Öte yandan adı geçen dershanelerin Kürdistan Özgürlük Hareketi’ne katılımları engellediği ve yolu kapattığı doğru değil. Devletin elindeki veriler de bunu yalanlar. Adı geçen Norşin’den bile her dönemde Kürt gençleri Kürdistan özgürlük gerillasına katılım sağlamışlardır. Gülencilerin beyin yıkama merkezleri, karakol ve yargısı, onca kirli propagandası bunu engellemeye ve önünü kesmeye yetmemiştir.
İşte bunu ispatı. Hem de Zaman gazetesinden. Bu gazete 15 Haziran 2013 günü Diyarbakır’dan geçtiği haberin başlığı ‘PKK’ya son 3 ayda 2 bin kişi katıldı’ taşıyordu. Yılda değil, iki bin kişi üç ayda katılmış! Demek ki Fethullahçıların dershaneleri de işe yaramamış!

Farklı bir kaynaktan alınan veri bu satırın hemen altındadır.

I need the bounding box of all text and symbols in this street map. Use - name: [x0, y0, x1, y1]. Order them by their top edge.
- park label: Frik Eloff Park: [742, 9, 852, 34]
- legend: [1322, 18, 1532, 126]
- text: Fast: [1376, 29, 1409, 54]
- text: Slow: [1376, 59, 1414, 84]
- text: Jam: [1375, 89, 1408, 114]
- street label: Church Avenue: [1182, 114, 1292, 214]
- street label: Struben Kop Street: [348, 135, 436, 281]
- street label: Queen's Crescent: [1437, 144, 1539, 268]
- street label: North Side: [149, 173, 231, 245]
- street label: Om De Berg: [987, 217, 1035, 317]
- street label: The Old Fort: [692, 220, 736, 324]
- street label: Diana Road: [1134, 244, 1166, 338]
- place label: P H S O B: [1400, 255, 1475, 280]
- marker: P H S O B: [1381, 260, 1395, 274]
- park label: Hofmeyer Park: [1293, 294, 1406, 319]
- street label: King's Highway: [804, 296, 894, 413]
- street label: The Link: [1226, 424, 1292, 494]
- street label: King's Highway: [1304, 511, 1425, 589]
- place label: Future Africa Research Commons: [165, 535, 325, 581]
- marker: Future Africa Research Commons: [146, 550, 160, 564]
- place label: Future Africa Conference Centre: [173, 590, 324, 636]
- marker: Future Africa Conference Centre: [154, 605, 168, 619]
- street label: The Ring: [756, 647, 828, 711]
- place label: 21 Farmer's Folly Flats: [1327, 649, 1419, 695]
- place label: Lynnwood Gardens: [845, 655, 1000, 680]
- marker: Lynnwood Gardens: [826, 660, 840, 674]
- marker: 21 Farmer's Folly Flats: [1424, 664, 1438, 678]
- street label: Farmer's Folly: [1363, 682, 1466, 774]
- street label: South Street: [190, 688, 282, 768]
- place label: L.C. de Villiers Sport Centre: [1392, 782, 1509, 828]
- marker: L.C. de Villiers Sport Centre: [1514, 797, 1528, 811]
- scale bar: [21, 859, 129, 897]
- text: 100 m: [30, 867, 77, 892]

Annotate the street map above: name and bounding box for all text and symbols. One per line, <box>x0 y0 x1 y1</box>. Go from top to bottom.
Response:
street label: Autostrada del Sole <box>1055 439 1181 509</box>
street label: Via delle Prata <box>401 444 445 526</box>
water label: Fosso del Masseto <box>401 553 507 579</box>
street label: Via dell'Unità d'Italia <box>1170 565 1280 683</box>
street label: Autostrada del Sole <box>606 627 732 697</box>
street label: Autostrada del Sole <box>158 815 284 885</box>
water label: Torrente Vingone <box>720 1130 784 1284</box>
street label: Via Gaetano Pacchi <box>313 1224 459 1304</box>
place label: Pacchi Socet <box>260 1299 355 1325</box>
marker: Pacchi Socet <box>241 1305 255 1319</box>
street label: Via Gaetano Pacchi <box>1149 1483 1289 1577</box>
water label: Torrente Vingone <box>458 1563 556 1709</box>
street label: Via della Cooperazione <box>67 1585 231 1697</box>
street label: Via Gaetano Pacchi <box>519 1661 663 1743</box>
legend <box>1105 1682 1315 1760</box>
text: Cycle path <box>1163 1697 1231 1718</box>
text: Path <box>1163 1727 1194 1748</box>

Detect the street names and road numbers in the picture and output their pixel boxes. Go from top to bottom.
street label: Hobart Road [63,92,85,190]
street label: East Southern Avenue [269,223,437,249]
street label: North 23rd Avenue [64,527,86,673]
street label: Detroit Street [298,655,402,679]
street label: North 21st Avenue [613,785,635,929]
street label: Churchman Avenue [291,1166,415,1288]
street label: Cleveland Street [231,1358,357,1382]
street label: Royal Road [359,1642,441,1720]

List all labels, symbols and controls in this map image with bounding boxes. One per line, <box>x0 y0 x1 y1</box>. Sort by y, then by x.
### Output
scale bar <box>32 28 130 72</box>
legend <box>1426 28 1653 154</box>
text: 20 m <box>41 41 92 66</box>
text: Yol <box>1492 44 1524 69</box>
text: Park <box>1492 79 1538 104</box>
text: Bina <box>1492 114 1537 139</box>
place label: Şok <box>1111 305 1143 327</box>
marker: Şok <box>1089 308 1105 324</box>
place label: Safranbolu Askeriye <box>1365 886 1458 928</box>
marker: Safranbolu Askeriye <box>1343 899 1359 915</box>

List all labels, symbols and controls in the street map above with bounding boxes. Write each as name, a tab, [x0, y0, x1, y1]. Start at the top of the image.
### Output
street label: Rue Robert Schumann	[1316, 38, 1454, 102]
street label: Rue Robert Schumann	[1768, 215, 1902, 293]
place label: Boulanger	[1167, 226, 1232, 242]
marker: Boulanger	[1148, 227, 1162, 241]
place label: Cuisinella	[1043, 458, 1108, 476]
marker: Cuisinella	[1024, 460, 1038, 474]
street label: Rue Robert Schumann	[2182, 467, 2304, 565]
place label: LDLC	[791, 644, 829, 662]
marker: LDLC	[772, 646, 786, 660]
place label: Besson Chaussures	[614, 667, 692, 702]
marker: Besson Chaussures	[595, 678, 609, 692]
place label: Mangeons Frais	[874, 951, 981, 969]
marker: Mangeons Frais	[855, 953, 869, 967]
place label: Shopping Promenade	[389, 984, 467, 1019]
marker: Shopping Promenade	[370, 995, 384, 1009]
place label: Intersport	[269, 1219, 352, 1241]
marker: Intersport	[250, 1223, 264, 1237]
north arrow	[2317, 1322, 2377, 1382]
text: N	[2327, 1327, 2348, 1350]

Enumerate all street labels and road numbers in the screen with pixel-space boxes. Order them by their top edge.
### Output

GÜLENCİLER KÜRDİSTAN’DA KEMALİSTLERİN YERİNE ADAY
Eskiden Kemalistler yol, su, elektrik, ‘doğunun kalkınması’ ve Bülent Ecevit’in köykent projeleri gibi ‘hamlelerle’ Kürdistan’ı zapt etmek, Kürtleri asimilasyona tabi tutmak ve eritmek istiyorlardı. Olmadı. Kemalizm Kürt hareketi karşısında havlu attı. Yenildi. Onun için şimdi yakasını Ergenekon ve Balyoz gibi davalardan kurtaramıyor.
Şimdi Kemalistlerin boşluğunu Gülenciler doldurmak istiyor. Kürtlere karşı kültürel ve siyasi soykırımı ‘ben tamamlarım’ ve ‘önümü kapatmayın’ diyor. Kamuoyunun desteğini almak için de dershanelerinin dağa gidişlerin önünü kapattığı yalanına sarılıyor.
Ama boş ve nafile bir çaba. Gülenciler Kürdistan’ın her şehrine, kasabasına, hatta köyüne bir dershane açsalar da bunun önünü kesemezler. Hatta bu süreci hızlandırırlar. Çünkü Gülenciler Kürdistan’da ‘yaban otudur.’
Kaldı ki Gülenciler kendi dershanelerinde okuyup ta dağa giden hiç genç olmadığını mı düşünüyorlar? O zaman dershane kayıtlarına bir baksınlar bakalım. Bu iş öyle dershane, yol, su ve elektrikle engellenecek bir iş mi? Dürüst olun. Mesele dershane falan-filan değil. İktidar bloğu içinde giriştiğiniz rant kavgasıdır.
Gülenciler anlamaz ama biz söyleyelim: her halk için olduğu gibi Kürtler için de en değerli şey özgürlüktür.